Although the decisions about what to block, and when and why, are taken in obscure government departments, the actual implementation - so I understand - has to be carried out by the Internet service providers; and although there are only two major players (are there any minor competitors? I don't know!), China NetCom and China Telecom, their corporate structure is highly regionalized. The elaborate architecture of the Internet, and the myriad different methods of fucking it up (thank you again, Cisco), also make the question of just how The Great Firewall works a rather complicated one: there is often A LOT of local variation in what is blocked, and when, and how effectively. There are probably some good books to be written about this issue; perhaps there already is one - all I could find in a quick search on Amazon was this: You've Got Dissent! Chinese Dissident Use of the Internet and Beijing's Counter-Strategies.

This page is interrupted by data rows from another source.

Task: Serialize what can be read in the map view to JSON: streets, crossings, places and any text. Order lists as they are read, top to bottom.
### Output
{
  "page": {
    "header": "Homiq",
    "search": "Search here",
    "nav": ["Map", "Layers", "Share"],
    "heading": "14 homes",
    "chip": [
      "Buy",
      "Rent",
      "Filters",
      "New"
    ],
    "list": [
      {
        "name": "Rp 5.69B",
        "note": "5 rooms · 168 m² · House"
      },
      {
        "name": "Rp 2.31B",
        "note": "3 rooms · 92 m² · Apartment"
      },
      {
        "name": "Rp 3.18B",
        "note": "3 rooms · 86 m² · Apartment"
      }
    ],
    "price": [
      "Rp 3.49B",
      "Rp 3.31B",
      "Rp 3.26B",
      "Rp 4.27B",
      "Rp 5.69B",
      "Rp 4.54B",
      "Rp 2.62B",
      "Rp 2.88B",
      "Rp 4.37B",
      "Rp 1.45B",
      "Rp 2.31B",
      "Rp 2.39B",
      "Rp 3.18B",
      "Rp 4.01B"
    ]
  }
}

I also turned up this article from BusinessWeek from a year or so ago. [Update: This article from The Atlantic at the beginning of March 2008, "The Connection Has Been Re-set", provides quite a detailed explanation of the techniques our Chinese Net censors use to do what they do.]

So, what do we do? Well, many people swear by Tor, a software that allows 'secure browsing'. The free demo version is, alas, CRAWLINGLY slow (pretty much unusably so in China, where connection speeds are mostly pretty poor anyway). I may just have to bite the bullet and subscribe to the 10-bucks-a-month version - as soon as I get myself a credit card again.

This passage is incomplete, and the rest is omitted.